Aura menggelangkan kepalanya melihat itu, ia tidak mengerti dengan maksud Diana. Dan apa yang sedang terjadi. Mengapa harus menyeretnya dalam Drama rumah tangga mereka.
"Diana kenapa?" tanya Kenzo yang baru datang dan hanya melihat Keanu menarik Diana secara paksa ke dalam kamar.
"Aku juga nggak paham!" Kemudian aura meneruskan langkahnya menuju kamar.
__ADS_1
Saat di dalam kamar, Sebagai istri Aura pun membantu Kenzo untuk melepaskan jasnya, namun niat baiknya kembali di tolak oleh Kenzo.
"lebih baik kamu urusi saja urusan kamu sendiri." ucapnya menghindar dari aura.
"Mau sampai kapan kamu akan terus begini? Apa kamu tidak akan pernah menerima aku?" Tanya Aura sambil menahan air matanya.
Hatinya terluka mendaptkan penolakan berkali-kali, mengemis ingin dicintai, mengemis ingin di sayangi selayaknya seorang istri. Namun tak pernah Kenzo peduli dengan perasaannya.
Cukup lama Aura menerima perlakuan dingin dari Kenzo, semakin lama semakin menumpuk dan dan membuat sesak dadanya.
"Kita menikah bukan untuk saling menerima satu sama lain, tapi untuk memenuhi keinginan dari orang tua masing-masing. aku sudah meminta kamu untuk tidak mengharapkan apapun dariku." Ucap Kenzo menyayat di hati Aura.
Lalu Aura mengambil tasnya dan juga kunci mobilnya.
"Aku sudah Sabar selama ini. Dan aku nggak bisa terus begini." Ucap Aura meninggalkan kamarnya.
Aura sudah tidak mau lagi menahan penghinaan dari Kenzo. meski dia adalah suaminya, namun ada batasan sebagai manusia untuk menahan apapun yang sudah tak sanggup ia tahan lagi.
Dengan langkah cepat Aura menuruni tangga, Namun langkahnya harus terhenti saat Aura bertemu dengan Siska.
"Sudah malam, kamu mau pergi kemana?" Tanya siska yang melihat Aura hendak pergi.
"Maaf mah, aku mau..." Ucap Aura terpotong. karena Kenzo sudah ada di belakangnya, dan merangkul dirinya.
"Kita akan menginap di hotel.

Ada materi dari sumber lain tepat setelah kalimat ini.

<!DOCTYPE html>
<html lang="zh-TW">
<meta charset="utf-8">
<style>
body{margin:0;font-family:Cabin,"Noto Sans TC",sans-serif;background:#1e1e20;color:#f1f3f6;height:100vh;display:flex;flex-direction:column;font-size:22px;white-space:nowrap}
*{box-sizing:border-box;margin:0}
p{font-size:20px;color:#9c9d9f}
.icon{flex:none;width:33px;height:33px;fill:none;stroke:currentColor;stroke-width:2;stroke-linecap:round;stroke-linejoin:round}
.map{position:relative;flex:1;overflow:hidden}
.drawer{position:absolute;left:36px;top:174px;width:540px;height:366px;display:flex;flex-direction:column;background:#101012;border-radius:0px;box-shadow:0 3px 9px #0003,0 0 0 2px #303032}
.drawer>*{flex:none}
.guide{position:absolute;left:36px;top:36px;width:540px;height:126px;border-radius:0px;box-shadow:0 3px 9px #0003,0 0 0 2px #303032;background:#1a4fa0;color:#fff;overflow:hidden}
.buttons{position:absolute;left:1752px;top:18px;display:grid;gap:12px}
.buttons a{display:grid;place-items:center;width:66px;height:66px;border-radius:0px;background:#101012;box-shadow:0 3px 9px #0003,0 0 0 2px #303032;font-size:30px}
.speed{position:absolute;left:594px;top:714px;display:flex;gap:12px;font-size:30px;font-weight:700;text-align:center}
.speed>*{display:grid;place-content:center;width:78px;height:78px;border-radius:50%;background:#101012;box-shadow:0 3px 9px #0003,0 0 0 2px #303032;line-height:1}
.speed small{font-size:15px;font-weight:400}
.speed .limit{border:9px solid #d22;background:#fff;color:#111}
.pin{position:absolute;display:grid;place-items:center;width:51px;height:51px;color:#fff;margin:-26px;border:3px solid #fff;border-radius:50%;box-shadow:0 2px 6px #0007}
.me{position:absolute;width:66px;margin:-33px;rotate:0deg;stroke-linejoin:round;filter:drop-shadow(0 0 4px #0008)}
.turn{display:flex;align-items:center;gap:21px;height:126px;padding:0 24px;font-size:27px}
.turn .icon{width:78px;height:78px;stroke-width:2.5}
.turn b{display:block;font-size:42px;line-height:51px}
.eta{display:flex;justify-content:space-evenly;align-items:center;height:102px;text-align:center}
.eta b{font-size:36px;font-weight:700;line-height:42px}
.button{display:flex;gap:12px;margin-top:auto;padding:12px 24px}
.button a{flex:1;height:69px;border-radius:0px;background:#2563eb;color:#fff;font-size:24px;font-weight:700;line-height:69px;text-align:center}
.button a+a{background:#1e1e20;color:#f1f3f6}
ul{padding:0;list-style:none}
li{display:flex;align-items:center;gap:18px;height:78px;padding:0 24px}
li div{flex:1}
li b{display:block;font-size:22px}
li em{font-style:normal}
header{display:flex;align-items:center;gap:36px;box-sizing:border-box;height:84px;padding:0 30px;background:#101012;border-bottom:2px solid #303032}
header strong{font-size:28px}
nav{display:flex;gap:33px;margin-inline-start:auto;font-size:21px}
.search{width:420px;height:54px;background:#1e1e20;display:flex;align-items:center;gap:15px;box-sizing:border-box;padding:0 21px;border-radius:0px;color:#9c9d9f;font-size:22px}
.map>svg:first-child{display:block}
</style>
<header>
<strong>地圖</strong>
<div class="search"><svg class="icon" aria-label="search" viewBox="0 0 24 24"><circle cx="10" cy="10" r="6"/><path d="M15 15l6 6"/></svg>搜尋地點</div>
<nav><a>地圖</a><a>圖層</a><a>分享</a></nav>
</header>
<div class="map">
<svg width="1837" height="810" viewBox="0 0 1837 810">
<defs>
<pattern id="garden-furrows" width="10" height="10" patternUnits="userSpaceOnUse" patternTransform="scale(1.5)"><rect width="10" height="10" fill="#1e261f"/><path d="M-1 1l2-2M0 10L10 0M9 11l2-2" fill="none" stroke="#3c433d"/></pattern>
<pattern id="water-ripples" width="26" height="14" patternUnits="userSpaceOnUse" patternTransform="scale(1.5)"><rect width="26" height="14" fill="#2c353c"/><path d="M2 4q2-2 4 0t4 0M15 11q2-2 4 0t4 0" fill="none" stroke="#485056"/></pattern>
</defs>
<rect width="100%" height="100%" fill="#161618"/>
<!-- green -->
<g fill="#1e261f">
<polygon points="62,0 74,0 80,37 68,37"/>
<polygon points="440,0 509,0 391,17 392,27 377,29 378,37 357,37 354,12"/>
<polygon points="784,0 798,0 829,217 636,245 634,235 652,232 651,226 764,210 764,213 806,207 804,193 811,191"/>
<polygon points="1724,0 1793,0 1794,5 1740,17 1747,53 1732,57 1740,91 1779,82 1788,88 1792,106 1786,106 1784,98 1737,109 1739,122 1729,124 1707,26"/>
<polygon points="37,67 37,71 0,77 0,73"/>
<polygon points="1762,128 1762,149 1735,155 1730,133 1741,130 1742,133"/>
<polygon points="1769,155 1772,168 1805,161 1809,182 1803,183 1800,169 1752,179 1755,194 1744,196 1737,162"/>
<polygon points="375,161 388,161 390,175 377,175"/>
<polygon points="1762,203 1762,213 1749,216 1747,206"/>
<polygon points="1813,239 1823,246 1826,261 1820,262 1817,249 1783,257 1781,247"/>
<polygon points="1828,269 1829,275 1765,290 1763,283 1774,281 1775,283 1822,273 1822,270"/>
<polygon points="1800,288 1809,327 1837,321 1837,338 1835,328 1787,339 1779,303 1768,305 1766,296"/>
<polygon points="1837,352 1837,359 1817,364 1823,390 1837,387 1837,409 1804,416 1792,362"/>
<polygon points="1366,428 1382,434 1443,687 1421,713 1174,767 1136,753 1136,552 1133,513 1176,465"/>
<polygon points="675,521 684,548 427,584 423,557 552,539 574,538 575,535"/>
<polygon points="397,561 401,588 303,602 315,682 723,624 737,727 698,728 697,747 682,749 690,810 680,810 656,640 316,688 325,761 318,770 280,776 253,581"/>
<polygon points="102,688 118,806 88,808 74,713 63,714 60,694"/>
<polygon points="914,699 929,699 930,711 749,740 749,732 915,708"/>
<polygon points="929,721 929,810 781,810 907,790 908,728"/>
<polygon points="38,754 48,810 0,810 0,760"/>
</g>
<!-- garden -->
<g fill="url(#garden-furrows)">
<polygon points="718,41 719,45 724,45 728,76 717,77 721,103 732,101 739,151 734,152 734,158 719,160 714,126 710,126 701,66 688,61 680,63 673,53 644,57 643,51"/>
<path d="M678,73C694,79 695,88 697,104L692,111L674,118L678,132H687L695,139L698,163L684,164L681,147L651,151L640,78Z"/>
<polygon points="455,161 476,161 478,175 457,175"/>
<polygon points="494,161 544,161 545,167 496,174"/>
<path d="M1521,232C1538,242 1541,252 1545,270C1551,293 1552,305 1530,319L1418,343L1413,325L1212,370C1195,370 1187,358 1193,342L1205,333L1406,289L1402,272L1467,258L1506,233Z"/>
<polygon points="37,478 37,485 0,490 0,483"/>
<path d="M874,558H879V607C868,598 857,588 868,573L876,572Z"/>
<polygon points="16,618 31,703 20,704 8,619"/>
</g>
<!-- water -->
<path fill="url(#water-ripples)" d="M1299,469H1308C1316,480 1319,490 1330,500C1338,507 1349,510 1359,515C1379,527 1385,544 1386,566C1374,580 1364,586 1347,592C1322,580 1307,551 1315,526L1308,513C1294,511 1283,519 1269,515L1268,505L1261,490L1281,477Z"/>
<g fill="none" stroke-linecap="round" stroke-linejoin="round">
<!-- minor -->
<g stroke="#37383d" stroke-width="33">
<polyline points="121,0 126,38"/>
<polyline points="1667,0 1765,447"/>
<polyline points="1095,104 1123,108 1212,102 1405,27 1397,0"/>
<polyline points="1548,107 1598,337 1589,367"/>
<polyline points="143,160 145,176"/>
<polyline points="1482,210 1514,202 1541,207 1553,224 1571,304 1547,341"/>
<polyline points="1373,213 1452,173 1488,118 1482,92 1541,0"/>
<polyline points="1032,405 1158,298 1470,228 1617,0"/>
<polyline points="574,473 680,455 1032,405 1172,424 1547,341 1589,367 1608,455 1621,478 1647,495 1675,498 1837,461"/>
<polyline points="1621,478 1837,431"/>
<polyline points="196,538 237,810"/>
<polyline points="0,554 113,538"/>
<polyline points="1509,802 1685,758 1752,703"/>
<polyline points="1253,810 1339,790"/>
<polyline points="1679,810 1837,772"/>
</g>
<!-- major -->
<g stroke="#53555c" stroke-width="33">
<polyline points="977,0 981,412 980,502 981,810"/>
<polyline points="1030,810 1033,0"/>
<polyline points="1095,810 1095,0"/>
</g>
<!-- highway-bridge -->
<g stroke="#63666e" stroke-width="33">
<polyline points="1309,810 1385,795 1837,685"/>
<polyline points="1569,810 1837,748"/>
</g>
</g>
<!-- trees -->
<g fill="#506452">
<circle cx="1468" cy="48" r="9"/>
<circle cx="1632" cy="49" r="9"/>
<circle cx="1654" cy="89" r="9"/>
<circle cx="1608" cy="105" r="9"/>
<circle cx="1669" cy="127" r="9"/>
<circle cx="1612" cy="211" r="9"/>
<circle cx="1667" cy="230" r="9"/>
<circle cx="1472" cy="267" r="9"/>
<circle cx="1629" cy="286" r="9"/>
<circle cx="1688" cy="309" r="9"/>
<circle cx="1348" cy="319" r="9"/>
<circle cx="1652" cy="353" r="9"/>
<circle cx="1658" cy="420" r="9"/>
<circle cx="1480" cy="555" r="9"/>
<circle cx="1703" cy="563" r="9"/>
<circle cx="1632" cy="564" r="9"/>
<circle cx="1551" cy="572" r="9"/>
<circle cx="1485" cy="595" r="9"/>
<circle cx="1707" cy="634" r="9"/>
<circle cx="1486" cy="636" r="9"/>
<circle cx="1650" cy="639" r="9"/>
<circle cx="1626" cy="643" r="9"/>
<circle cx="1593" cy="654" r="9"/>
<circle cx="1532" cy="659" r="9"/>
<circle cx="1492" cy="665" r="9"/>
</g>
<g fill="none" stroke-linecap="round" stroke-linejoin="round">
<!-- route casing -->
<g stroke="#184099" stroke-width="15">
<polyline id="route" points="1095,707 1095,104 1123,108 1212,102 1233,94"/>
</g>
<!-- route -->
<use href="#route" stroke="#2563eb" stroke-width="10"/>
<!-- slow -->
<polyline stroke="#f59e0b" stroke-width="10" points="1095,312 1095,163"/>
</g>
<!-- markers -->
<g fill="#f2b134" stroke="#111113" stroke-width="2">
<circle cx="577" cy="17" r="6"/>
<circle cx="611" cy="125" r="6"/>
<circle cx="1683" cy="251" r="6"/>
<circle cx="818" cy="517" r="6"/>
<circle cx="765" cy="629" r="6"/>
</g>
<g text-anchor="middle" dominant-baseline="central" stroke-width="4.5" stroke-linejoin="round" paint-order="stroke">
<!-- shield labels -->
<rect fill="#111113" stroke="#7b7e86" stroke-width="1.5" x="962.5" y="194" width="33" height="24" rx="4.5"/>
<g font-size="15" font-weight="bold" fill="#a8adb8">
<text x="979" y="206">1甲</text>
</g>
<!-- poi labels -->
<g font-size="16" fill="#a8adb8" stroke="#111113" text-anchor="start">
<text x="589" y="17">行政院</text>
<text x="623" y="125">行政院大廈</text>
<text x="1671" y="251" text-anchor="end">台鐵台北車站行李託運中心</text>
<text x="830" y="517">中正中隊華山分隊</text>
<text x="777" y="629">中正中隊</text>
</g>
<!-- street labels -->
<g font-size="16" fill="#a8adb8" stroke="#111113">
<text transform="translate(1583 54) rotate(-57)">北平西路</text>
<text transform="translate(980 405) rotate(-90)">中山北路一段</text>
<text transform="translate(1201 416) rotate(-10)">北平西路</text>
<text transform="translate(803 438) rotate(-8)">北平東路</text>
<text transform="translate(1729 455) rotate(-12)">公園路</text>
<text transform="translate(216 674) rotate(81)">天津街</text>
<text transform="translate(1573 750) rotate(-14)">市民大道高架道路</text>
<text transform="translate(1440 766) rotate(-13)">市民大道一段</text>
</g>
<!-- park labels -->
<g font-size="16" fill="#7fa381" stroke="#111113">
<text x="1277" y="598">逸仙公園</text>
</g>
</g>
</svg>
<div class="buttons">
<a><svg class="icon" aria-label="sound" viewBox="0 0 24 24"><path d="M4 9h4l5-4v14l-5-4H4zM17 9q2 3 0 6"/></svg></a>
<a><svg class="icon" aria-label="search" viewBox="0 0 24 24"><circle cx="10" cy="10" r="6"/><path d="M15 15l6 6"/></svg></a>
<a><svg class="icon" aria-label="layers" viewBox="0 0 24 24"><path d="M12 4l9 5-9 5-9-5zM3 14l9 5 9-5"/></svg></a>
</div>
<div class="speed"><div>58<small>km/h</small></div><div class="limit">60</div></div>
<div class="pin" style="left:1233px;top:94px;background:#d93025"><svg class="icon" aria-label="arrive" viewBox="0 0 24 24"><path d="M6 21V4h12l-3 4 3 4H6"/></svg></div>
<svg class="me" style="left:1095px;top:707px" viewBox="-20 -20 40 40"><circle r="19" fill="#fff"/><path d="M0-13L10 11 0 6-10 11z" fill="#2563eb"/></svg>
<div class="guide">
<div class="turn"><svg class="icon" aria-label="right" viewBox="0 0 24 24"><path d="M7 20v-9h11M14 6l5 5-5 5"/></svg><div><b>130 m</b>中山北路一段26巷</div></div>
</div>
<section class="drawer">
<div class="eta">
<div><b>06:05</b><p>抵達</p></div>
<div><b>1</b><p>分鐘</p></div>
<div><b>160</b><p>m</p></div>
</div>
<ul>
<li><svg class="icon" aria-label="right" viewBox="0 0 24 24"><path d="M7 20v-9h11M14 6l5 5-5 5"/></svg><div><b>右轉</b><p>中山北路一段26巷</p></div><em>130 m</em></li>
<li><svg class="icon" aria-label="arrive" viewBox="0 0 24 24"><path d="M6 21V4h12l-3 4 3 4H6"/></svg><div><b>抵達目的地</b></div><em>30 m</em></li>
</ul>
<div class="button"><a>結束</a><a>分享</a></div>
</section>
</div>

Iya kan sayang?" Tanya Kenzo melototi Aura, memaksa Aura mengiyakan ucapanya.
"Ah... kalian. Apa bulan madu kemarin kurang lama?" Siska tersenyum geli melihat tingkah anak pertamanya.
"Tadi Aura tidak bisa tidur, mungkin dia butuh susana baru." Kenzo menjelaskan.
"Ya sudah, kalian cepat berangkat." Ucap siska, mengantarkan anaknya sampai depan pintu.
Dengan tangan masih merangkul Aura, mereka pergi keluar rumah.
Begitu sampai di luar Kenzo melepaskan tangannya dari tubuh Aura.
"Aku sudah berkali-kali bilang untuk jaga nama baikku, bagaimana bisa kamu kabur seperti tadi. Apa yang akan di katakan orang tuaku nanti." Saat ini Kenzo benar-benar marah.
Yang Kenzo khwatirkan ternyata nama baiknya. dia mengejar Aura hanya untuk menyelamatkan namanya di depan orang tuanya, bukan karena khawatir kepada Aura. Karena ucapannya yang telah melukai Aura.
"Aku nggak peduli, itu urusan kamu." Jawab Aura hendak pergi
"Apa yang kamu bilang?" Tanya Kenzo menahan lengan Aura.
"Sakit Ken." Ucap Aura merintih kesakitan, karena tangan Kenzo menggenggam keras lengannya.
"Jika kamu terus melawan, aku akan memperlakukan kamu seperti ini." Ancamnya, membuat Aura merinding. Sifat yang baru Aura Lihat dari Kenzo. Selama ini dia berusaha menyembunyikannya, Namun karena Aura berulah, Kenzo menujukan sifat aslinya.